A nonlinear elastic model for nets made up of two families of curved fibers is proposed. The net is planar prior to the deformation, but the equilibrium configuration that minimizes the total potential energy can be a surface in the three-dimensional space. This elastic surface accounts for the stretching, bending, and torsion of the constituent fibers regarded as a continuous distribution of Kirchhoff rods. A specific example of fiber arrangement, namely a cycloidal orthogonal pattern, is examined to illustrate the predictive abilities of the model and assess the limit of applicability of it.
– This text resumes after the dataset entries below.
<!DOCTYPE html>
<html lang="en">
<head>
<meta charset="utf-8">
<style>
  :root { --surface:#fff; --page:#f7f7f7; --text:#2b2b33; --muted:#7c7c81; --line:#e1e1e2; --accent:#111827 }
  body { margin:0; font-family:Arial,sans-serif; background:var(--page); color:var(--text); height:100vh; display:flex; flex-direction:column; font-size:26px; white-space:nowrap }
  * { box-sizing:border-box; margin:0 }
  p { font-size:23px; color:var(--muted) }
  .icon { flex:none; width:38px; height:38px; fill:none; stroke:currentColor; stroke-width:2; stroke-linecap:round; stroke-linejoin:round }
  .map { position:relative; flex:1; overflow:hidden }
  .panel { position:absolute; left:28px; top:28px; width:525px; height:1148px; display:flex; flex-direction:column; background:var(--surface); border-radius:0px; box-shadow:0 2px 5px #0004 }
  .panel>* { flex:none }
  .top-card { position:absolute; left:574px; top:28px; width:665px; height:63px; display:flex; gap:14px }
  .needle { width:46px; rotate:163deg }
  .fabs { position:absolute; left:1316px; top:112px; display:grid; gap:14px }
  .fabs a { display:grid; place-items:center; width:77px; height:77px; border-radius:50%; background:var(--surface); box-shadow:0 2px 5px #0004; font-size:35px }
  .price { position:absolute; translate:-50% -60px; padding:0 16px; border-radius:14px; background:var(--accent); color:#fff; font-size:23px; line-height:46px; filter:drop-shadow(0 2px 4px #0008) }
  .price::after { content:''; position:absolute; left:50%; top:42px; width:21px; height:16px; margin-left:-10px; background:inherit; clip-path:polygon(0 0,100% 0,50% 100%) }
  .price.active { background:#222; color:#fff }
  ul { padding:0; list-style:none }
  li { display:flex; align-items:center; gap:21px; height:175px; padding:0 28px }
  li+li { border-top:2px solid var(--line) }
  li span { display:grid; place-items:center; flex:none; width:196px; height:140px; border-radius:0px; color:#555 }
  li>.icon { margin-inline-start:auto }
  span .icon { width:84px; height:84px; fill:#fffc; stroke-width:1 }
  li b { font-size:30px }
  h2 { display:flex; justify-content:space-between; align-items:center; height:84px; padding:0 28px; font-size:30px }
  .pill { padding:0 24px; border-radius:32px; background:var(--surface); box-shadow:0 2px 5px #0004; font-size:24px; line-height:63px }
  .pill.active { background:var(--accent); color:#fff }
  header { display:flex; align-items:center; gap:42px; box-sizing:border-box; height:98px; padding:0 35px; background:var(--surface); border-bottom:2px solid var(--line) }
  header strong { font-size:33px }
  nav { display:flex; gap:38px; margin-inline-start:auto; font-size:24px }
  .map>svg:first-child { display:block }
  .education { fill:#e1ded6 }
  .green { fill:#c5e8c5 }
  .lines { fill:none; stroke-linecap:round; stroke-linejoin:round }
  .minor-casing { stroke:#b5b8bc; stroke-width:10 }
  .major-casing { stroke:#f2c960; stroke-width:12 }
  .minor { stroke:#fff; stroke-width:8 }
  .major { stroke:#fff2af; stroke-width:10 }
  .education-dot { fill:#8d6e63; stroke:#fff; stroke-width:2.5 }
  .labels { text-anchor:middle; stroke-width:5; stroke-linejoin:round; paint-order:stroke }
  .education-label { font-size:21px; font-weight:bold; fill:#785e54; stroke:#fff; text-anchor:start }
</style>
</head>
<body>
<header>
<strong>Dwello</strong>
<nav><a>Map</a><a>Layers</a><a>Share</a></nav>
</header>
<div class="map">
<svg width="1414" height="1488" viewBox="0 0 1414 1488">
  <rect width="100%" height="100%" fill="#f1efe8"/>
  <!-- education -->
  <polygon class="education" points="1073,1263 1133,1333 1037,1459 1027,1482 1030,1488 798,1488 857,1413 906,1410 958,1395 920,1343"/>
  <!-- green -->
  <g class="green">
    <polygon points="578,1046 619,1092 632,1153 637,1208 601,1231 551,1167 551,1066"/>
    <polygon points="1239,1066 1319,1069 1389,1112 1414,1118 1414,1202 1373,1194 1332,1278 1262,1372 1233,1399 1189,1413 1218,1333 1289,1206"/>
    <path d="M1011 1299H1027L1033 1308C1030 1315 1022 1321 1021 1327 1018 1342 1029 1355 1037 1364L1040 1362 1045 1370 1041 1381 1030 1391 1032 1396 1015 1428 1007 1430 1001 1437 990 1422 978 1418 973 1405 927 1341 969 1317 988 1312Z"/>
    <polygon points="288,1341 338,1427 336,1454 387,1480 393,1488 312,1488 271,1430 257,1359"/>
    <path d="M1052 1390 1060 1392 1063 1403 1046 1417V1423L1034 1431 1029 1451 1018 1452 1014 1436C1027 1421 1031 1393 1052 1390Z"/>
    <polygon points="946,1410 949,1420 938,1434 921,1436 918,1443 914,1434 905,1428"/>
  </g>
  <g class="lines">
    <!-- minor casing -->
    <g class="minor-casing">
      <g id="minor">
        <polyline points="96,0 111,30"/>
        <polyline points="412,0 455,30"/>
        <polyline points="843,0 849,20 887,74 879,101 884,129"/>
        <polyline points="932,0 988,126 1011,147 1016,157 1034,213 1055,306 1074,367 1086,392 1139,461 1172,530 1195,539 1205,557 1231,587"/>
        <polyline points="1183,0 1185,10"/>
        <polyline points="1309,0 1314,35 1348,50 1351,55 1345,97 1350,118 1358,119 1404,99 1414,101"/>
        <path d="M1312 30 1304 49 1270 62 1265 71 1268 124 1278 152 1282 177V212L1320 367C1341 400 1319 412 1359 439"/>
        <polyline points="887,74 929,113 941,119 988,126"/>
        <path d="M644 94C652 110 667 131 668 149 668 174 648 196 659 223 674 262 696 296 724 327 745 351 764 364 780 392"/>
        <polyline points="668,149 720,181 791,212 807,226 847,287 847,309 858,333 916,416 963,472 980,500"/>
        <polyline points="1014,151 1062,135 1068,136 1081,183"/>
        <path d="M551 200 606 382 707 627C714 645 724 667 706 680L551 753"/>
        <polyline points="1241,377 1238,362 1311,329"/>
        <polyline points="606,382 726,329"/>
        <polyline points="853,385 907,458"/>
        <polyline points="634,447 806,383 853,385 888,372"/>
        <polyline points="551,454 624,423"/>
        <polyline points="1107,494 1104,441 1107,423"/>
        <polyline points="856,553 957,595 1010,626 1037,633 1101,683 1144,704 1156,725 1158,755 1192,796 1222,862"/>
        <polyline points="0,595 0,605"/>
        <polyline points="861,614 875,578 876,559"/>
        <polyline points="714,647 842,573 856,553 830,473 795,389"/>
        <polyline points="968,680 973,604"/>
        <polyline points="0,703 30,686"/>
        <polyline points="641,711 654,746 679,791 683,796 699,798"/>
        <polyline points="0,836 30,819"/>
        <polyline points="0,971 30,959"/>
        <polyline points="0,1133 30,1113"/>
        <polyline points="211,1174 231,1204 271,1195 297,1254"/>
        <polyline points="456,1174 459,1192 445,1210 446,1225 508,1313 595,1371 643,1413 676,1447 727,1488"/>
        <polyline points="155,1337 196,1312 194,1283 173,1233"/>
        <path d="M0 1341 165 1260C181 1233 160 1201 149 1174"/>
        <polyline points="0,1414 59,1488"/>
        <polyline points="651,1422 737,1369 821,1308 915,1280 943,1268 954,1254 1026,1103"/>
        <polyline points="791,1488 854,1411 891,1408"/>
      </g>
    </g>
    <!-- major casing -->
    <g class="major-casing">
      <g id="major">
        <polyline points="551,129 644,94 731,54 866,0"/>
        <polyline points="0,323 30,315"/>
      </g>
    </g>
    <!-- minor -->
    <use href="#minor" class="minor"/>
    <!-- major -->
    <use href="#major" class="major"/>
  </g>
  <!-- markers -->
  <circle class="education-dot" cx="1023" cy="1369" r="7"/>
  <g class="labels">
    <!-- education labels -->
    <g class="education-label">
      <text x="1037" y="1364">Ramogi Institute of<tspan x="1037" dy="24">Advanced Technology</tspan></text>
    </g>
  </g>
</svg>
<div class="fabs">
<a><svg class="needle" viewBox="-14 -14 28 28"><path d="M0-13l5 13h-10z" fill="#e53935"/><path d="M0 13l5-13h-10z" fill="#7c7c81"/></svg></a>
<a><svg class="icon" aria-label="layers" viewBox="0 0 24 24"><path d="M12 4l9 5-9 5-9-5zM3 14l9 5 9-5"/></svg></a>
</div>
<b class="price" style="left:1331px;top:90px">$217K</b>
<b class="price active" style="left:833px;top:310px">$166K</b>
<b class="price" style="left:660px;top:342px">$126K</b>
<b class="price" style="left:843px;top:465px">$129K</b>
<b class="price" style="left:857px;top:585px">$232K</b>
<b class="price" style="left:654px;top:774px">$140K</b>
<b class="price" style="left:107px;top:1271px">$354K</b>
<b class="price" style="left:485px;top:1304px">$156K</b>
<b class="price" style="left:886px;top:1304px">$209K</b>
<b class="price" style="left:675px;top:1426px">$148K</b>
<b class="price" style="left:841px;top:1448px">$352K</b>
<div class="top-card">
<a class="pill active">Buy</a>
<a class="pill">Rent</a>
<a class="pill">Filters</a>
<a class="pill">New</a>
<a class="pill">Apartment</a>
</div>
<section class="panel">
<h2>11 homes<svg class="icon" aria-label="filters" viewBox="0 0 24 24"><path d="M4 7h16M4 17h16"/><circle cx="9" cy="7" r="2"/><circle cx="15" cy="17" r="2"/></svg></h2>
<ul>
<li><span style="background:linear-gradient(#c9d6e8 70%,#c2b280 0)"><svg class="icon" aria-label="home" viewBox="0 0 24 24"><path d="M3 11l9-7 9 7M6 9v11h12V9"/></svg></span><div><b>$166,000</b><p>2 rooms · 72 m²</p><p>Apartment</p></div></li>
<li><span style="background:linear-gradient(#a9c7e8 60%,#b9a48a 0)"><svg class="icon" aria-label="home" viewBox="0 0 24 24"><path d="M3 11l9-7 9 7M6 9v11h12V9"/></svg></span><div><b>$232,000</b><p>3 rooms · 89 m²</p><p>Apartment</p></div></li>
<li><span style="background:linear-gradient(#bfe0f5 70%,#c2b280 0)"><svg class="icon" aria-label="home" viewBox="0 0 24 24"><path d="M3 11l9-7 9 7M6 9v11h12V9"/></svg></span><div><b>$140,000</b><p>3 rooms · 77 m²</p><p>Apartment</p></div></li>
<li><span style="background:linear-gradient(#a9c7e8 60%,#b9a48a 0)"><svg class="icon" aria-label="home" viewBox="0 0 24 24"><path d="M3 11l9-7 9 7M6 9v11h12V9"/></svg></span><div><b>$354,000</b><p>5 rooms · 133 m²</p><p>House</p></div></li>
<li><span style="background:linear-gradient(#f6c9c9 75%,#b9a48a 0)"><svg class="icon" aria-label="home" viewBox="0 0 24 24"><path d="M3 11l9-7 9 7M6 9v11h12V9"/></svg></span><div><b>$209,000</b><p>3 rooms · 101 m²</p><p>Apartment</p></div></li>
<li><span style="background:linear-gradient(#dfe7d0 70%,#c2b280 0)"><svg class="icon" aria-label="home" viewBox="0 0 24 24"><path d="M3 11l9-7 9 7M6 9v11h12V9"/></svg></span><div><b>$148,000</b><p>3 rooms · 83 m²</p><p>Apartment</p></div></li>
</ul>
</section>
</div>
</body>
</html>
A numerical micro–macro-identification is performed with a model adopting a standard continuum deformable body at the level of scale of the fibers. A few finite element simulations are carried out for comparison purposes in statics and dynamics, performing modal analysis. Finally, a topology optimization problem has been carried out to change the macroscopic shear stiffness to enlarge the elastic regime and reduce the risk of damage without excessively losing bearing capacity.

提出了由两类弯曲纤维组成的网的非线性弹性模型。网络在变形之前是平面的，但是使总势能最小化的平衡构型可以是三维空间中的表面。该弹性表面解释了被视为基尔霍夫棒的连续分布的组成纤维的拉伸，弯曲和扭曲。检查了纤维排列的一个特定示例，即摆线正交图案，以说明该模型的预测能力并评估其适用范围。使用在纤维尺度水平上采用标准连续体可变形体的模型对数值进行宏观识别。为了比较静态和动态，进行了一些有限元模拟，执行模态分析。最后，进行了拓扑优化问题，以改变宏观剪切刚度，以扩大弹性范围并降低损坏的风险，而不会过度损失承载能力。